▸ **Description of the task**:
Identify all lines of the data containing the string "baseFrequency" and copy them.

▸ **Source data**:
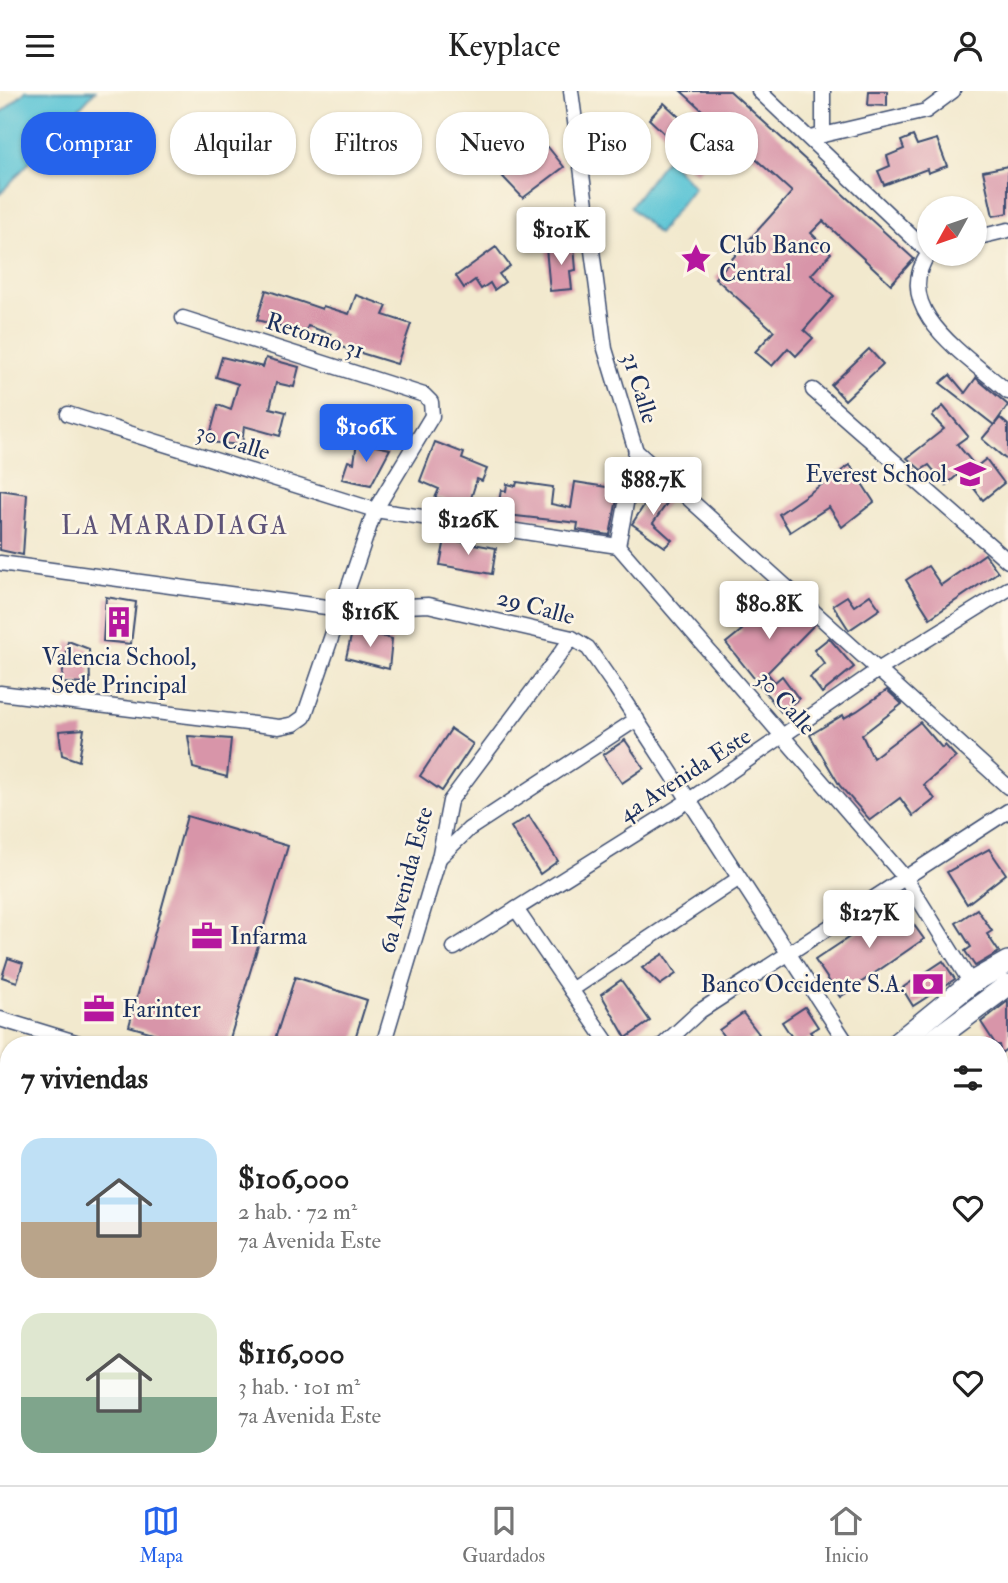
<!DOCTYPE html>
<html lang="es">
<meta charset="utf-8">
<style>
:root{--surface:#fff;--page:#f6f6f6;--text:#222;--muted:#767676;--line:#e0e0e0;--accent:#2563eb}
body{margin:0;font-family:"IM FELL Double Pica",serif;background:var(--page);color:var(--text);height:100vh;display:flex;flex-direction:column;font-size:26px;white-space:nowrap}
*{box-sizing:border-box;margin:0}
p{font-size:23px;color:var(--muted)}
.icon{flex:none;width:38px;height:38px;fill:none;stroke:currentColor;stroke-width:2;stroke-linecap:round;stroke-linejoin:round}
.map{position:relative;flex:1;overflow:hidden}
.details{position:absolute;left:0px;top:945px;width:1008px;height:450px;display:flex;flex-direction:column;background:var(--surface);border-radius:28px 28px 0 0;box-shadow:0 2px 5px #0004}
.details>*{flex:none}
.top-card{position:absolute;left:21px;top:21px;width:966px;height:63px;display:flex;gap:14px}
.needle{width:46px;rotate:230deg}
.buttons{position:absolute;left:917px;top:105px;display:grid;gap:14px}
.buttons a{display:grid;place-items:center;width:70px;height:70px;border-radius:50%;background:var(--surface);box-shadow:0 2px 5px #0004;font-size:35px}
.price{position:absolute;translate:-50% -60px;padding:0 16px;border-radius:7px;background:#fff;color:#222;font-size:23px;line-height:46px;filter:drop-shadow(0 2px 4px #0008)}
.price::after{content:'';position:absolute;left:50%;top:42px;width:21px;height:16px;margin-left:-10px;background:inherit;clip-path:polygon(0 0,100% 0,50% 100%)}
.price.on{background:var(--accent);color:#fff}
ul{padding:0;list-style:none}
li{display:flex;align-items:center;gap:21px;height:175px;padding:0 21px}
li span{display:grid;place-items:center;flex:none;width:196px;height:140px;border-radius:21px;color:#555}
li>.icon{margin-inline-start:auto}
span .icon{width:84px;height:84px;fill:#fffc;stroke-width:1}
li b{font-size:30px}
h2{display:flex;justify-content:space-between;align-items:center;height:84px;padding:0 21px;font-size:30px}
.chip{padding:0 24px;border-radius:28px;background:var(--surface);box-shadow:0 2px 5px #0004;font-size:24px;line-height:63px}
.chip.on{background:var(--accent);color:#fff}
header{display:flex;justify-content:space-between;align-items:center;height:91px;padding:0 21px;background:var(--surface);font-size:32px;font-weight:600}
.tab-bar{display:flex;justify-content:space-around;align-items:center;height:98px;border-top:2px solid var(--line);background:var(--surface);font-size:19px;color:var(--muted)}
.tab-bar a{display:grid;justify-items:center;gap:4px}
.tab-bar .on{color:var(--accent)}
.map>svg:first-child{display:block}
.water{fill:#5ac4d5;stroke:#3a7a9a;stroke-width:2}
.building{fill:#d895a9}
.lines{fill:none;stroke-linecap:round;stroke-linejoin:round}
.minor-casing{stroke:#3b4b6f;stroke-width:17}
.secondary-casing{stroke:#3b4b6f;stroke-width:22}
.primary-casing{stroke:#3b4b6f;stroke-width:24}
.minor{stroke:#fff;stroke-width:14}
.secondary{stroke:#fff;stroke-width:19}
.primary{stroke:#fff;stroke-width:21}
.labels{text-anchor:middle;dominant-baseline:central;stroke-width:5;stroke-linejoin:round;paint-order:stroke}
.poi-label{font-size:24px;fill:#1b2f5e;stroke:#fcf5e5;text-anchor:start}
.street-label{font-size:24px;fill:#1b2f5e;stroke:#fcf5e5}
.neighbourhood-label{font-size:26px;letter-spacing:2px;fill:#5d5378;stroke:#fcf5e5}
</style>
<header><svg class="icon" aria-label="menu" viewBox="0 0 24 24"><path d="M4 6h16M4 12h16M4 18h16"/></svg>Keyplace<svg class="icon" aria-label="person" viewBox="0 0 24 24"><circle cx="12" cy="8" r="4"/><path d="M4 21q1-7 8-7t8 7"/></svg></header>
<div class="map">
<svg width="1008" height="1394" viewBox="0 0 1008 1394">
<rect width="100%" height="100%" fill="#fcf5e5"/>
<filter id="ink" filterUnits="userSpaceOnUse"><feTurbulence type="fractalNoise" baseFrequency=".0143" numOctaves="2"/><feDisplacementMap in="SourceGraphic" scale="14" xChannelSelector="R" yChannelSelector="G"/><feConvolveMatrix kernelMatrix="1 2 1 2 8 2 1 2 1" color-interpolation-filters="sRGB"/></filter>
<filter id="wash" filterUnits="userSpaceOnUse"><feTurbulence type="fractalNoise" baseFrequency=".00686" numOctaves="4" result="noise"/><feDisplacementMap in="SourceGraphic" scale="28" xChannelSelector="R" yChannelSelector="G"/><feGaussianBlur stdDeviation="1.57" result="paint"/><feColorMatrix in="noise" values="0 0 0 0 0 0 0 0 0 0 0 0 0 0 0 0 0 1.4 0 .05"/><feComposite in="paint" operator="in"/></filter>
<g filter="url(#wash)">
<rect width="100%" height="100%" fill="#f2e9ce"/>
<g class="water">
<polygon points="26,0 95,0 0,103 0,23"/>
<polygon points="667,67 694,96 658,143 630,116"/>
</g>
<g id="blocks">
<g class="building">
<polygon points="681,0 730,0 914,168 891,193 823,130 811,142 831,162 811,184 834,205 804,239 813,247 796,265 788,257 772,275 755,261 774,240 715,187 792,101"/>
<polygon points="869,0 887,0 887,15 868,14"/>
<polygon points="664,12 715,59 697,82 678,67 683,60 649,28"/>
<polygon points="913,45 917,54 937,48 947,75 928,82 927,78 884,94 878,80 890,75 887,65 904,58 901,50"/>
<polygon points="548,56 564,76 523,107 503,86"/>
<polygon points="1008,75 1008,122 993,125 983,80"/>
<polygon points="574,155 576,179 570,180 572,198 550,200 546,157"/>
<polygon points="496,156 510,175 499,183 505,191 494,199 490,192 481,198 475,189 464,197 456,185"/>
<polygon points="266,199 322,218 323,215 349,223 356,204 387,215 383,224 411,233 397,273 328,252 331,243 308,235 305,242 257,229"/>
<polygon points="869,258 883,273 845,309 831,294"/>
<polygon points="222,266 263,276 266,267 299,276 294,296 276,292 270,317 286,321 280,345 244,335 242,354 208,351 218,314 231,319 238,293 216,286"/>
<polygon points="950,284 965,302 976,287 1008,314 994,334 940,292"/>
<polygon points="943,315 968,345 957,353 976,376 986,368 1004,392 983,409 961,381 946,394 929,374 921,379 907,367 944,338 932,325"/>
<polygon points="1000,327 1008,334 1008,370 982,348"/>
<polygon points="357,351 390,358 371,394 342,388 348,370 354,372"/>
<polygon points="435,351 464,362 462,368 487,378 482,390 477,388 466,423 443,413 445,408 435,407 439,398 420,390"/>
<polygon points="850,374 874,411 842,436 829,416 790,441 779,423"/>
<polygon points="517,391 553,396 551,413 571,417 575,391 619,398 610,444 577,439 578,432 497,423 501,399 506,400 507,393 516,395"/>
<polygon points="655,397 670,408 653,432 672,449 665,456 632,433"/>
<polygon points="0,399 27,403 23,464 0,459"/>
<polygon points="445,448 496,457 492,483 440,474"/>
<polygon points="985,463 998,481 930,527 906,489 928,475 941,494"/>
<polygon points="764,492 814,534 767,582 775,591 782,585 799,608 781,621 726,552 742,539 733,531"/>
<polygon points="870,504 880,518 849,539 833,514 847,505 854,515"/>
<polygon points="106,506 136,511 131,553 103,550"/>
<polygon points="353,537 392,548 389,578 346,567"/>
<polygon points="829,547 854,576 822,602 810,586 825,573 814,559"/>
<polygon points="68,550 89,558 90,593 61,592"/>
<polygon points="887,599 902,613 862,644 873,667 920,631 942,657 945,654 956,666 924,694 935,708 913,725 900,707 870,729 840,695 810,644 843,624 844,627 857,620"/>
<polygon points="84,638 79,670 62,664 59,640"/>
<polygon points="451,638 473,653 442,700 420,685"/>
<polygon points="188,645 231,648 227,686 193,677"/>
<polygon points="625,649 644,677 622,692 603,664"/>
<polygon points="187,725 288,755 228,954 194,954 129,935"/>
<polygon points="529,725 558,770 540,783 511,736"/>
<polygon points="989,758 1006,783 967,813 947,781"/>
<polygon points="899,813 924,848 840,906 815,869"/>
<polygon points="977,818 992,840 987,843 999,861 975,875 965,860 971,856 956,832"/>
<polygon points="663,863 676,883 660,894 642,877"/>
<polygon points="8,867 23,872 17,891 2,886"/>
<polygon points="943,870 955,888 913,915 902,897"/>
<polygon points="295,886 367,909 353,954 273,954"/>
<polygon points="621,889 650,930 626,947 601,903"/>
<polygon points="1008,910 1008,957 1001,962 999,954 996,954 981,931"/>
<polygon points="805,916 818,936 810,941 814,946 797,954 782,931"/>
<polygon points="743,922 759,943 744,954 730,954 719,939"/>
</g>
</g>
</g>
<g filter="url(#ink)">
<use href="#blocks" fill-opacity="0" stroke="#3b4b6f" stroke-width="2"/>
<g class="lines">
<defs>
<g id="minor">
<polyline points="571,0 605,258 636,360 1008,696"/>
<polyline points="759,0 929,162"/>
<polyline points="823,0 823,44"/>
<polyline points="810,47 926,20 953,0"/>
<polyline points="975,147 1008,139"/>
<path d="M929,162C888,219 970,267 1008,301"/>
<polyline points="813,299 1008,470"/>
<polyline points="68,323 375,419 618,455 906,788 971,892"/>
<polyline points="618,455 636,360"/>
<polyline points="0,472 341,518 428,514 572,547 588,557 616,597 848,954"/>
<polyline points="0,602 279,636 294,633 304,626 375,419 432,325 431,311 424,304 183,227"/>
<polyline points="439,767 469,738 637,628"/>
<polyline points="516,818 609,954"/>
<polyline points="454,857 688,710 878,579 1008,498"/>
<polyline points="571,899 738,788"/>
<polyline points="0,928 85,954"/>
<polyline points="383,954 439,767 450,710 572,547"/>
<polyline points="663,954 700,920 1008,720"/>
<polyline points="999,1069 1008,1062"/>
<polyline points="999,1233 1008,1225"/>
<polyline points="999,1353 1008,1348"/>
<polyline points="781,1386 785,1394"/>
<polyline points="683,1394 688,1386"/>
<polyline points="867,1394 870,1386"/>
</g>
<g id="secondary">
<polyline points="0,1119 9,1122"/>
<polyline points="357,1386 362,1394"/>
<polyline points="387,1386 390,1394"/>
<polyline points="420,1394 433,1386"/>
<polyline points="470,1394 480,1386"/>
</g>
<g id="primary">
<polyline points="895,954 971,892 1008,871"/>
<polyline points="927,954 1008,894"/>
<polyline points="448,1394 460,1386"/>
</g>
</defs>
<use href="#minor" class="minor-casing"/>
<use href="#secondary" class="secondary-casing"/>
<use href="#primary" class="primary-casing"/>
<use href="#minor" class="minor"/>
<use href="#secondary" class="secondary"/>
<use href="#primary" class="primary"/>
</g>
</g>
<defs>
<symbol id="sight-bare" viewBox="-9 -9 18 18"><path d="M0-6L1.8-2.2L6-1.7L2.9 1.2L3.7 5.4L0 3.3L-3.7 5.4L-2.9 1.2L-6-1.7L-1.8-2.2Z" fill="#b5179e" stroke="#fcf5e5" stroke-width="2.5" paint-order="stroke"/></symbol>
<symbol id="school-bare" viewBox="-9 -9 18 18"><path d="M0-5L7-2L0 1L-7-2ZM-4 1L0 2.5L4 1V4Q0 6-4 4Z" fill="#b5179e" stroke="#fcf5e5" stroke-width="2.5" paint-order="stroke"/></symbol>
<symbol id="building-bare" viewBox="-9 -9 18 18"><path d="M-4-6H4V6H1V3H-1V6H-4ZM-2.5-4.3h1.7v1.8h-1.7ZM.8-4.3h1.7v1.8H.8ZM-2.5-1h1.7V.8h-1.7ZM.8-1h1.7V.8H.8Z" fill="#b5179e" stroke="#fcf5e5" stroke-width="2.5" paint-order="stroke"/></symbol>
<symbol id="office-bare" viewBox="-9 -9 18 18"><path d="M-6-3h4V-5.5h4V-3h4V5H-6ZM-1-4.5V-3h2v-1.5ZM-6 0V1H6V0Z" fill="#b5179e" stroke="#fcf5e5" stroke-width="2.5" paint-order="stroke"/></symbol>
<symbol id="bank-bare" viewBox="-9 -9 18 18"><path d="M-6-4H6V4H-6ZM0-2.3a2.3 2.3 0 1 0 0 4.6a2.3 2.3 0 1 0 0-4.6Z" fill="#b5179e" stroke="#fcf5e5" stroke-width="2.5" paint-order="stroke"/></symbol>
</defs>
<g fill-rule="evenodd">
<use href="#sight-bare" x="674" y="146" width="44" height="44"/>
<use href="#school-bare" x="948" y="361" width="44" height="44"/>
<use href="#building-bare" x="97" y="509" width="44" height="44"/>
<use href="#office-bare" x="185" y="823" width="44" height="44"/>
<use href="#bank-bare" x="906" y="871" width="44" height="44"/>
<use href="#office-bare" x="77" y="896" width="44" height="44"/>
</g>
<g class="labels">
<g class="poi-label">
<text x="719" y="154">Club Banco<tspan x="719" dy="28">Central</tspan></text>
<text x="947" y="383" text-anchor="end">Everest School</text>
<text x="119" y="566" text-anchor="middle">Valencia School,<tspan x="119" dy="28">Sede Principal</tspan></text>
<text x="230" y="845">Infarma</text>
<text x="905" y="893" text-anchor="end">Banco Occidente S.A.</text>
<text x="122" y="918">Farinter</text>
</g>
<g class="street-label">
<text transform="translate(315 245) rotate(18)">Retorno 31</text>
<text transform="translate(640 297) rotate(73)">31 Calle</text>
<text transform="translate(233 351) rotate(17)">30 Calle</text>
<text transform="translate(536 516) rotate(15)">29 Calle</text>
<text transform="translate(786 612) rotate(49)">30 Calle</text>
<text transform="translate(685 684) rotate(-33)">4a Avenida Este</text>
<text transform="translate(406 789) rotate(-75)">6a Avenida Este</text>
</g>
<g class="neighbourhood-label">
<text x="175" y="435">LA MARADIAGA</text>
</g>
</g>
</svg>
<div class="buttons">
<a><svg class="needle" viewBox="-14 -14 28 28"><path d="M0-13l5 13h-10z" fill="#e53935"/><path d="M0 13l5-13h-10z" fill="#767676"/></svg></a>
</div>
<b class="price" style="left:561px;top:176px">$101K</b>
<b class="price on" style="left:366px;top:373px">$106K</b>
<b class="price" style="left:653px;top:426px">$88.7K</b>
<b class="price" style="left:468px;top:466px">$126K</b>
<b class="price" style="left:769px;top:550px">$80.8K</b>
<b class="price" style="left:370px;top:558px">$116K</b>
<b class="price" style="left:869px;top:859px">$127K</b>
<div class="top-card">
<a class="chip on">Comprar</a>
<a class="chip">Alquilar</a>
<a class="chip">Filtros</a>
<a class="chip">Nuevo</a>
<a class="chip">Piso</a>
<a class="chip">Casa</a>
</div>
<section class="details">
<h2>7 viviendas<svg class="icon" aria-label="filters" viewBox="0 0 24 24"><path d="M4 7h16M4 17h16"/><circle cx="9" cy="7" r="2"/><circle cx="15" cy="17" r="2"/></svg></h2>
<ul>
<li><span style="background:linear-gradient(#bfe0f5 60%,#b9a48a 0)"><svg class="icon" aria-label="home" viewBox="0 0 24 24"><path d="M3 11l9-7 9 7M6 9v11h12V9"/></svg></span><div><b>$106,000</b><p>2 hab. · 72 m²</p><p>7a Avenida Este</p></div><svg class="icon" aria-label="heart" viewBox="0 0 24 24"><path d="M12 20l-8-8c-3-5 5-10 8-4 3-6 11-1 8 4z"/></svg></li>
<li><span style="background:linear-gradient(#dfe7d0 60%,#7fa58c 0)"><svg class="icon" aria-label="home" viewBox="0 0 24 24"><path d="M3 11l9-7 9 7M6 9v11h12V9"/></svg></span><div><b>$116,000</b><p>3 hab. · 101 m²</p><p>7a Avenida Este</p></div><svg class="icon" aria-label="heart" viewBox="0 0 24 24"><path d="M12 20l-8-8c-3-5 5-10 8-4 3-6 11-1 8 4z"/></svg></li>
</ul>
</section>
</div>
<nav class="tab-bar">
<a class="on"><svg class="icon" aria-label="map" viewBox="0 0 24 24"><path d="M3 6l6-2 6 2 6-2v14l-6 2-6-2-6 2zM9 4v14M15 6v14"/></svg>Mapa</a>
<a><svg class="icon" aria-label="saved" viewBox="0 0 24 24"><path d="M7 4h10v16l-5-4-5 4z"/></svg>Guardados</a>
<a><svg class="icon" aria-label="home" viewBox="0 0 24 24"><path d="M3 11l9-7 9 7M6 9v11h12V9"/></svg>Inicio</a>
</nav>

▸ **Written solution**:
<filter id="ink" filterUnits="userSpaceOnUse"><feTurbulence type="fractalNoise" baseFrequency=".0143" numOctaves="2"/><feDisplacementMap in="SourceGraphic" scale="14" xChannelSelector="R" yChannelSelector="G"/><feConvolveMatrix kernelMatrix="1 2 1 2 8 2 1 2 1" color-interpolation-filters="sRGB"/></filter>
<filter id="wash" filterUnits="userSpaceOnUse"><feTurbulence type="fractalNoise" baseFrequency=".00686" numOctaves="4" result="noise"/><feDisplacementMap in="SourceGraphic" scale="28" xChannelSelector="R" yChannelSelector="G"/><feGaussianBlur stdDeviation="1.57" result="paint"/><feColorMatrix in="noise" values="0 0 0 0 0 0 0 0 0 0 0 0 0 0 0 0 0 1.4 0 .05"/><feComposite in="paint" operator="in"/></filter>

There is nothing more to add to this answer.